Давайте на примере романа Дмитрия Захарова «Кластер» объясним, что такое литература и что конкретно не так с большинством современных русских авторов.
Когда Лиотар в книге 1979 года «Состояние постмодерна» фиксирует «смерть больших нарративов» и говорит, что это и есть основное свойство современности, обычно этот факт понимается очень прямо, в своем прямом значении: люди перестали читать (потреблять) большие тексты. И интуитивный ответ на это утверждение: нет. Посмотрите – вот у нас восьмисотстраничный роман про похороны, вот восьмисотстраничный роман про Сталина. Вот сериалы, которые длятся годами – да, сериал, не роман, ну так и мы не в XIX веке и сегодня есть другие способы рассказывать большие истории, никто же не говорит, что нарратив обязательно должен быть романом, он может быть и книжкой с картинками.
Но это неправильная трактовка. Наличие или отсутствие в пространстве литературы романов не характеризует эпоху. Лиотар говорит не об этом и под «большими нарративами» понимает конкретную вещь: смерть больших объяснительных систем – огромных, глобальных структур, внутри которых можно найти ответ на любой вопрос. Например, религия – это большая объяснительная система, в рамках которой человек может ответить на любой вопрос от самого банального («Папа, а почему идет снег? – Потому, что Аид похитил Персефону и ее мать грустит»), до сложного, типа, «В чем смысл жизни?». Марксизм и психоанализ в ХХ веке тоже были такими «ответами на все вопросы».

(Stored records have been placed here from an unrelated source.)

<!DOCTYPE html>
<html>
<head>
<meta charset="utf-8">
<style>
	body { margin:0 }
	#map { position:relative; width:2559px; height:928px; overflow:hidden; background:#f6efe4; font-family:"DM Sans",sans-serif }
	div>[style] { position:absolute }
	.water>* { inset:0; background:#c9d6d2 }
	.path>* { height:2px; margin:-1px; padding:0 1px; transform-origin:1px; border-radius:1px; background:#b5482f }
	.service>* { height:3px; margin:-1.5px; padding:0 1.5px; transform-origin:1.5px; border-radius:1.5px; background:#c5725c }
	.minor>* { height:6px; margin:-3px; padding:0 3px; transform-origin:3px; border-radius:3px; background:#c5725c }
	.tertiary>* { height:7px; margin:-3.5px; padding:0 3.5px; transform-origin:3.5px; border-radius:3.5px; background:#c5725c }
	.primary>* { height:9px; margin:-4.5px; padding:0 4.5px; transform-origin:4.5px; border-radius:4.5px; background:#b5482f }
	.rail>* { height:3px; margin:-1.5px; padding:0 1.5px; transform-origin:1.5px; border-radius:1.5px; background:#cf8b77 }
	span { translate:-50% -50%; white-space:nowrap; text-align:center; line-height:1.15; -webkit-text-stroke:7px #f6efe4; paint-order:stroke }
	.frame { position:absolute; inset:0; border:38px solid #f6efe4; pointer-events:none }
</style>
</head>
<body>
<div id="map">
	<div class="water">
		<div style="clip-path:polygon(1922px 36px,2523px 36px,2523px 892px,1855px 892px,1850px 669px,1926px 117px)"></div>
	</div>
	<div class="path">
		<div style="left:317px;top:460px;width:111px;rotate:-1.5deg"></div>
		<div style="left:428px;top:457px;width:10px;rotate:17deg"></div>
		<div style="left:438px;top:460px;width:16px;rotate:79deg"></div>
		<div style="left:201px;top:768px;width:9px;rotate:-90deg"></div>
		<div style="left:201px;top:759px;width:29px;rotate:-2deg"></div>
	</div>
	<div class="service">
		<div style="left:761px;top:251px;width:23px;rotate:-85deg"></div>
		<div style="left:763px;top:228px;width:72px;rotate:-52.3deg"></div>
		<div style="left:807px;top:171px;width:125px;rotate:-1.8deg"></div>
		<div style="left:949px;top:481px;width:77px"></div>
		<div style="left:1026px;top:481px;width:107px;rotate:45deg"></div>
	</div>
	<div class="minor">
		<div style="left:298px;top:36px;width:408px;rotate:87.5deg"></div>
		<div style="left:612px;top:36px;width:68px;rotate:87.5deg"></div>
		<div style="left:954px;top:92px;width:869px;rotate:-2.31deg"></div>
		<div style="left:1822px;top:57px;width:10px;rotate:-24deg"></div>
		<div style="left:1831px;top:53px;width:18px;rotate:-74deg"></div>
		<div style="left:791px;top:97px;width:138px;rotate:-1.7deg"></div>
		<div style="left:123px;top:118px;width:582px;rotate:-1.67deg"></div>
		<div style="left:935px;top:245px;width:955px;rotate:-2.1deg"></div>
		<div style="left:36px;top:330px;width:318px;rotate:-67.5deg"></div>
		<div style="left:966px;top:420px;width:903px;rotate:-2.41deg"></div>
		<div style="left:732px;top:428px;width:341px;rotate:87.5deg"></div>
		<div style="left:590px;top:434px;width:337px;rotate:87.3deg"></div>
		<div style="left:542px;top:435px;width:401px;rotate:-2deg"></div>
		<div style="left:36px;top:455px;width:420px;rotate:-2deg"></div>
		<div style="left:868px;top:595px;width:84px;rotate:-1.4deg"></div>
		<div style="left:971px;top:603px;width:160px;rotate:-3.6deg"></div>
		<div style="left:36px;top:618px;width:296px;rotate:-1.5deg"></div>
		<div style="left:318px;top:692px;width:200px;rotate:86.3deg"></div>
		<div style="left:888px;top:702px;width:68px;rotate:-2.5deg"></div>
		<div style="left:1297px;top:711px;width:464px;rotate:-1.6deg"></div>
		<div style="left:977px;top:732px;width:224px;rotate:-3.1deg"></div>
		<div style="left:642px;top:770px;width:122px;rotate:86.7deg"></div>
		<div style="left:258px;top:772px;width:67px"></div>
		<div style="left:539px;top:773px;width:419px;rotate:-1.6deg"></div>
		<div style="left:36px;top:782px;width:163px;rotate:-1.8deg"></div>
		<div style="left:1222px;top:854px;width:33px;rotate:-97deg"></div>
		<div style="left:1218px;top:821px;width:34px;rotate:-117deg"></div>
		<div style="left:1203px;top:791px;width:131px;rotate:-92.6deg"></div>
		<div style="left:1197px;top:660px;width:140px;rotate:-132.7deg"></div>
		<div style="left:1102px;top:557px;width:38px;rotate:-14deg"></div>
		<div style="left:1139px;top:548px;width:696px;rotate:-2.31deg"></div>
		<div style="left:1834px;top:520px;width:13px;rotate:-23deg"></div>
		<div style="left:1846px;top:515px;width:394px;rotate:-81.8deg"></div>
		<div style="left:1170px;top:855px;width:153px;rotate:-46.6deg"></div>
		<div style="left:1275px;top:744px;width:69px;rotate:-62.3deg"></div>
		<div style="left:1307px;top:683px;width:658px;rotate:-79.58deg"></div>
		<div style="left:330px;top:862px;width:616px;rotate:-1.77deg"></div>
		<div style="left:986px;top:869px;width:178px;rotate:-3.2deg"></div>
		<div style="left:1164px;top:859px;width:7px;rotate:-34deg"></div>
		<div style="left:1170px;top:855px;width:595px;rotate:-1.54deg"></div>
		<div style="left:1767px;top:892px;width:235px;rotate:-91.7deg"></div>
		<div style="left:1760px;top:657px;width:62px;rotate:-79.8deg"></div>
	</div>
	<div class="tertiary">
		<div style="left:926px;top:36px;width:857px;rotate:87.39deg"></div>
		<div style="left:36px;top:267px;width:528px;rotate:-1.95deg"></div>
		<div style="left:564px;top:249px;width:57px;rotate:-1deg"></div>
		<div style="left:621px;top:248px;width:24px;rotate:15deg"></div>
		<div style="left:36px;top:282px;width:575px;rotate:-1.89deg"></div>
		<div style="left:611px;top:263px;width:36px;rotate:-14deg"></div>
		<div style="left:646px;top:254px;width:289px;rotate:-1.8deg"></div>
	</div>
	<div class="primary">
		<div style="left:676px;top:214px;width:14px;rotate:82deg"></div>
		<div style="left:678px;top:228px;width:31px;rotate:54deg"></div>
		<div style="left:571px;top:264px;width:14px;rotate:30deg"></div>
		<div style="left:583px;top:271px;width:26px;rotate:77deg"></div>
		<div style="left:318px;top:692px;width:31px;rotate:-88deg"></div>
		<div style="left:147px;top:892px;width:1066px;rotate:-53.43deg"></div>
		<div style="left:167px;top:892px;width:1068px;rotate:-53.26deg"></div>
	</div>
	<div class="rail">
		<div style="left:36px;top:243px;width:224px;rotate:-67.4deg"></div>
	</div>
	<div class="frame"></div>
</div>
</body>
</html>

То есть: «большая объяснительная система» – это структура, которая отвечает на вопрос почему мир устроен так как он устроен, а обращение к данной системе позволяет автору опереться на внутреннюю логику самой системы и выстроить мотивацию героев не только исходя из их личной физиологии, но и в соответствии с теми общественными логиками, которые приняты в тот момент. В чем, например, проблемы и мотивации Анны Карениной или Родиона Раскольникова. В том, что они живут в обществе, в котором в определенных ситуациях принято вести себя определенным образом. А что это за логики? Это православные (или шире – христианские) логики – всегда над головами всех героев есть жесткая структура, которая задает реакции и последовательности действий. И эти логики глобальны и трансисторичны: автору не нужно объяснять читателю, что и почему происходит, читатель сам способен достроить всю мотивационную цепочку и сопереживать героям, все, что нужно автору – уловить противоречие и вычеркнуть его: герой в этой ситуации может поступить только так и никак иначе. И тогда появляется правда.

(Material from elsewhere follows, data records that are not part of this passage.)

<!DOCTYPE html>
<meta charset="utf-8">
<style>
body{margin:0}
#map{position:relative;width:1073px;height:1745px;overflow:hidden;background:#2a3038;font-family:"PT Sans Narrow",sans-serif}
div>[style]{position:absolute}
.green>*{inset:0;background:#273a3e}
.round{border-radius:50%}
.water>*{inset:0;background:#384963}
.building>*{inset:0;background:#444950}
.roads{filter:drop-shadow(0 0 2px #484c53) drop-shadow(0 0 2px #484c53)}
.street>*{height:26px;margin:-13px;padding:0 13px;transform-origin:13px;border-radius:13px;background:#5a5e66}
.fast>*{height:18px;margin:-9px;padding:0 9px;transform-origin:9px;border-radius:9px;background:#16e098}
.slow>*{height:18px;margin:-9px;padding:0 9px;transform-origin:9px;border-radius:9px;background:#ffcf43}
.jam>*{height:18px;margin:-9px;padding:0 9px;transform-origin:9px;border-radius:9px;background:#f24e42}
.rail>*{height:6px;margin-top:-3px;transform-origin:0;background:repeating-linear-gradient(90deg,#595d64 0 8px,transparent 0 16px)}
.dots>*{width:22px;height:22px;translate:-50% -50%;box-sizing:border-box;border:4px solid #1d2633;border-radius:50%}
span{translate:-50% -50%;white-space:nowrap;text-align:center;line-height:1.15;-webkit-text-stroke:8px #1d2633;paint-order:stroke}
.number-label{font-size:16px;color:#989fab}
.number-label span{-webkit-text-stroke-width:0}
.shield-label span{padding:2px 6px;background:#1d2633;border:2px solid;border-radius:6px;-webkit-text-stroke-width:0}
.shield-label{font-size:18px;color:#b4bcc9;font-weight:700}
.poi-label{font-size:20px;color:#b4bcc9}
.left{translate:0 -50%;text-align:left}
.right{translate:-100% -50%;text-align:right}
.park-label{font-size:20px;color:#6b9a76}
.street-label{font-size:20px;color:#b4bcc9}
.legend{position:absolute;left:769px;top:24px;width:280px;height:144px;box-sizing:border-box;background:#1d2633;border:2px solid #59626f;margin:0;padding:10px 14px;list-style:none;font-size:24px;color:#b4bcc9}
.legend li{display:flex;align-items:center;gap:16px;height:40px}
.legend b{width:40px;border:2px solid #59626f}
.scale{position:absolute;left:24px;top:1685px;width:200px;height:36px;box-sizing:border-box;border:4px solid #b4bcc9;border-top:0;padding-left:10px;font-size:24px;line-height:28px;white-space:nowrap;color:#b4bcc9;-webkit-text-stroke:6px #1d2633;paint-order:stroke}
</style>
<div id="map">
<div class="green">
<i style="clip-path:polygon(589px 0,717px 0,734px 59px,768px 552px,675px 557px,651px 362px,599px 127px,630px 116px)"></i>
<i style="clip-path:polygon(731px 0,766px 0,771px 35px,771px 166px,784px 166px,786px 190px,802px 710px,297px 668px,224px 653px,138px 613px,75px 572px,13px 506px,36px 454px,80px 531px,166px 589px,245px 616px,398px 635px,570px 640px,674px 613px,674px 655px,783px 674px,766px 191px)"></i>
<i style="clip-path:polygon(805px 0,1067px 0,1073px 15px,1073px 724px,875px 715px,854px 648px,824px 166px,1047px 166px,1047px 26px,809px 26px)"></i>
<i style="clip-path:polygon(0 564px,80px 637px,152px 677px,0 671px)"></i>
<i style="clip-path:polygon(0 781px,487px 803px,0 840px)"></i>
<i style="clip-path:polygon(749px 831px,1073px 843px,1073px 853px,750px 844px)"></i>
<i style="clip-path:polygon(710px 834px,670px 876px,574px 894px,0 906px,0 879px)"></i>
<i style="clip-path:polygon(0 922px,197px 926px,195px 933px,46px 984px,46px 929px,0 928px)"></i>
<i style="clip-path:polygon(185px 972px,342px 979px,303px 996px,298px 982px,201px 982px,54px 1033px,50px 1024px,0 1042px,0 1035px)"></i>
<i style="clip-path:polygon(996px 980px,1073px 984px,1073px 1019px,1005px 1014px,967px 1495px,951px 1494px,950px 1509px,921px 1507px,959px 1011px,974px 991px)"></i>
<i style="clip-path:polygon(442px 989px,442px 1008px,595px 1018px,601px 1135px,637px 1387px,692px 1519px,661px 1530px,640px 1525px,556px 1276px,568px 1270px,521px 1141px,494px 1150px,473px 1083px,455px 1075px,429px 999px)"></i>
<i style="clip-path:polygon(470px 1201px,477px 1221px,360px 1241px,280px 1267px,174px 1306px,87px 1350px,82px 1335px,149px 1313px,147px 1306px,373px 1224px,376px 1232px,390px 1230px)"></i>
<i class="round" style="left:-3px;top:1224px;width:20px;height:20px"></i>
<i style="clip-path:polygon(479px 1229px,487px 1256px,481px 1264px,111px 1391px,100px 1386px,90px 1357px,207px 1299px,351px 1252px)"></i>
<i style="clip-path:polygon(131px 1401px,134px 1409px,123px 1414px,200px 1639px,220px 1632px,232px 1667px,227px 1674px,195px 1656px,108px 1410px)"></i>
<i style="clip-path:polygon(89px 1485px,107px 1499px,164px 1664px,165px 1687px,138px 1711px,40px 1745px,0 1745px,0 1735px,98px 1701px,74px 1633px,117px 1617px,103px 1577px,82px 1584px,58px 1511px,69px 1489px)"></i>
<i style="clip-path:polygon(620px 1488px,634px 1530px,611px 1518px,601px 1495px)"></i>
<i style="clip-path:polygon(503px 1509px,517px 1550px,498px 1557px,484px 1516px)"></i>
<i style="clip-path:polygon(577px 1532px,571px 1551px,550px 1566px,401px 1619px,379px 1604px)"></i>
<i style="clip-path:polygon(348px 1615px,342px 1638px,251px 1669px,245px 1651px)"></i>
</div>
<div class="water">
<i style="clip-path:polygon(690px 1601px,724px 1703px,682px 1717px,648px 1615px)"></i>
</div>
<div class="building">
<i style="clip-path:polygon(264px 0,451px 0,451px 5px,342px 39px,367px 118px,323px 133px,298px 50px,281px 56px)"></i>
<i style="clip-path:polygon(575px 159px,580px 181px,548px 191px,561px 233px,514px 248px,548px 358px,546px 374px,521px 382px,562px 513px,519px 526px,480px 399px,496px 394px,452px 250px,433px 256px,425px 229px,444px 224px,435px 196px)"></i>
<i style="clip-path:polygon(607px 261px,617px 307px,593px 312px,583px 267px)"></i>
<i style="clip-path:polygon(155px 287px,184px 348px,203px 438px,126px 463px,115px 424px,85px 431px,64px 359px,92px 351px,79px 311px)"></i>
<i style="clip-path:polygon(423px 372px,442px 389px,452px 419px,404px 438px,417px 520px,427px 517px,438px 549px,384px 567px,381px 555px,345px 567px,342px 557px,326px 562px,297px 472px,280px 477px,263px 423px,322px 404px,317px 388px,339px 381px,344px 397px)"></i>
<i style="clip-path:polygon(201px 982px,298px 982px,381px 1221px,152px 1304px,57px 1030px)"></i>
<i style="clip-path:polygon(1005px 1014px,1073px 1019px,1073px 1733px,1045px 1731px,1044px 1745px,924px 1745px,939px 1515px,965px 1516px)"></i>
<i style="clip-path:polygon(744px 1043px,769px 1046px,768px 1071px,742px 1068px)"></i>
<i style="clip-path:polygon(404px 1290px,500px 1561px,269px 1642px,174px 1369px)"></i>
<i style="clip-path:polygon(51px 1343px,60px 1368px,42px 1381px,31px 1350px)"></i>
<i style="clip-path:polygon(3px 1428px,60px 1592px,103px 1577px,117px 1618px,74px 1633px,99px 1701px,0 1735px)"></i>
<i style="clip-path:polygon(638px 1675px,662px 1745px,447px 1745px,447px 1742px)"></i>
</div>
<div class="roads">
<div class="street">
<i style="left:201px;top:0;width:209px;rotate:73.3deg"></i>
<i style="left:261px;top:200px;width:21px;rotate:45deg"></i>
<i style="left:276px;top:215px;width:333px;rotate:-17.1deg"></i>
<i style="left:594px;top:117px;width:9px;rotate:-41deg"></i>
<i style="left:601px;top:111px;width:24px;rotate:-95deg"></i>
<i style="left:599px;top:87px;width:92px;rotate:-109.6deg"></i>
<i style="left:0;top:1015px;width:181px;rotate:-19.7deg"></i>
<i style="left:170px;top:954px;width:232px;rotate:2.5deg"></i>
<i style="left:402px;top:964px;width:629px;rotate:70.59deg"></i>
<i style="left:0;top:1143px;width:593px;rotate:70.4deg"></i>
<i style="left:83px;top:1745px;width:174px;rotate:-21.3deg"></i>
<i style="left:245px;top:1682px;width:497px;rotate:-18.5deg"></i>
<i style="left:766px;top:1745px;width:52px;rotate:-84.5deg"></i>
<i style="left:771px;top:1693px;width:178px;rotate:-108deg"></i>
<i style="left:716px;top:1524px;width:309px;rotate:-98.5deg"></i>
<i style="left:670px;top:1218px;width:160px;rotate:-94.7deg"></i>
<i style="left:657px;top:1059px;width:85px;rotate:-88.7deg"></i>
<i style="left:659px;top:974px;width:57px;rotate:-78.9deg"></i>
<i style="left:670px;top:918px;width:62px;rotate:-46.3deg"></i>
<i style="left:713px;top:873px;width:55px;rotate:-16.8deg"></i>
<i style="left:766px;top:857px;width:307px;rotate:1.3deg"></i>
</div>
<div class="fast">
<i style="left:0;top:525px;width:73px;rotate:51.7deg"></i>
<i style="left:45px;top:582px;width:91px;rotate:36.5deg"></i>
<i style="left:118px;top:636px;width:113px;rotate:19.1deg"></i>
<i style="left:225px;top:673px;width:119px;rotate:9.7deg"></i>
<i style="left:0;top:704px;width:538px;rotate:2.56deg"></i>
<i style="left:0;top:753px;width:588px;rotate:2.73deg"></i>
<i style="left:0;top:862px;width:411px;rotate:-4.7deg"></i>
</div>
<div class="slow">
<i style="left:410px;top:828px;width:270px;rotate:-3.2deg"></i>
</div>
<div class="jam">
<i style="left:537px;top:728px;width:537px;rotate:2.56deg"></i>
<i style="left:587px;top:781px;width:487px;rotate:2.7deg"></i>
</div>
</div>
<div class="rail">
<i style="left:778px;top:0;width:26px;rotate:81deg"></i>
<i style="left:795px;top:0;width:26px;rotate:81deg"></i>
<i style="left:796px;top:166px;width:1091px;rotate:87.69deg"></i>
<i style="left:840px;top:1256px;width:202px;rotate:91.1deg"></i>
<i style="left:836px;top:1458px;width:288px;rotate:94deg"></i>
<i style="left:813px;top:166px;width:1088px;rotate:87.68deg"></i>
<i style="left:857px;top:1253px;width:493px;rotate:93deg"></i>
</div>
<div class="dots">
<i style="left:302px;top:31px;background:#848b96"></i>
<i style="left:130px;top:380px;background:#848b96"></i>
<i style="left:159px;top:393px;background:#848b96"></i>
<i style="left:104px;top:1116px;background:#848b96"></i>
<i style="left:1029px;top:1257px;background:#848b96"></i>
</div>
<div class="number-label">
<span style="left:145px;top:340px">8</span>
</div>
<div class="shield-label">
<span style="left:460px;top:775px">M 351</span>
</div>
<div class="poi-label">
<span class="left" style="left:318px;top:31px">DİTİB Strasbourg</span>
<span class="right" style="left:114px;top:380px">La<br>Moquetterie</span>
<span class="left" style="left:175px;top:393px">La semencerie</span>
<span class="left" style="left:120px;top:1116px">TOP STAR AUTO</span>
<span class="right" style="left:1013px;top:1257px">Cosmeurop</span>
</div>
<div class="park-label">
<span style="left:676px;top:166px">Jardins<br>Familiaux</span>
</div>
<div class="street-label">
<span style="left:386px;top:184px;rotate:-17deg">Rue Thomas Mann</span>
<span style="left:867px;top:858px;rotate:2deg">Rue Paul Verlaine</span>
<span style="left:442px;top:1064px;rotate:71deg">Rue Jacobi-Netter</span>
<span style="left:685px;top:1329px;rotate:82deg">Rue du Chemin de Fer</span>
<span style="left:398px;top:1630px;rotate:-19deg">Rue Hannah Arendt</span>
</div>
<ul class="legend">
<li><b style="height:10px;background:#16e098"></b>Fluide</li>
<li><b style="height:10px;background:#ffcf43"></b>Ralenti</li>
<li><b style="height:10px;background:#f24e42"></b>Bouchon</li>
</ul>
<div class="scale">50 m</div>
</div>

И поэтому другие логики, например, китайский классический роман «Речные заводи» или «Сон в красном тереме», в переводе требует так много усилий. Не потому, что китайский язык сложный и многозначный (а русский, типа, простой), а потому, что переводить нужно не слова, переводить нужно всю культуру.
Это – с одной стороны. С другой стороны, есть авторы, которые эту объяснительную систему создают сами: «Властелин колец» или «Атлант расправил плечи» (при любом отношении к этим очень разным текстам) – это романы, в которых правила работы мира задаются с самого начала, и все действия точно так же жестко мотивированы самой системой. Эта система не имеет опоры в реальности (хоббитов не существует), но логика мира прописана так подробно, что читатель, попадая в этот мир, не видит противоречий между правилами и поведением героев и вследствие этого верит в то, что происходящее – правда.
Проблема заключается в том, и, собственно, в 1979 году, в момент рассвета постмодернизма, Лиотар фиксирует факт, что ни одна из этих систем больше не работает: не является больше глобальной и не может претендовать на эту глобальность, а, во-вторых, «постмодернистская чувствительность» – это состояние недоверия к любому тотальному высказыванию. Постмодерн на пике своего рассвета утверждал, что любая попытка создать такую систему изначально обречена на провал — просто потому, что мир устроен сложнее, противоречивее и, в принципе, невозможна единая система, способная объяснить все. Неструктурность – это свойство мира, а любая попытка его как-то упорядочить – хоть «Война и мир», хоть коммунизм – обречена на неудачу потому, что это насилие и потому что это за пределами человеческих возможностей.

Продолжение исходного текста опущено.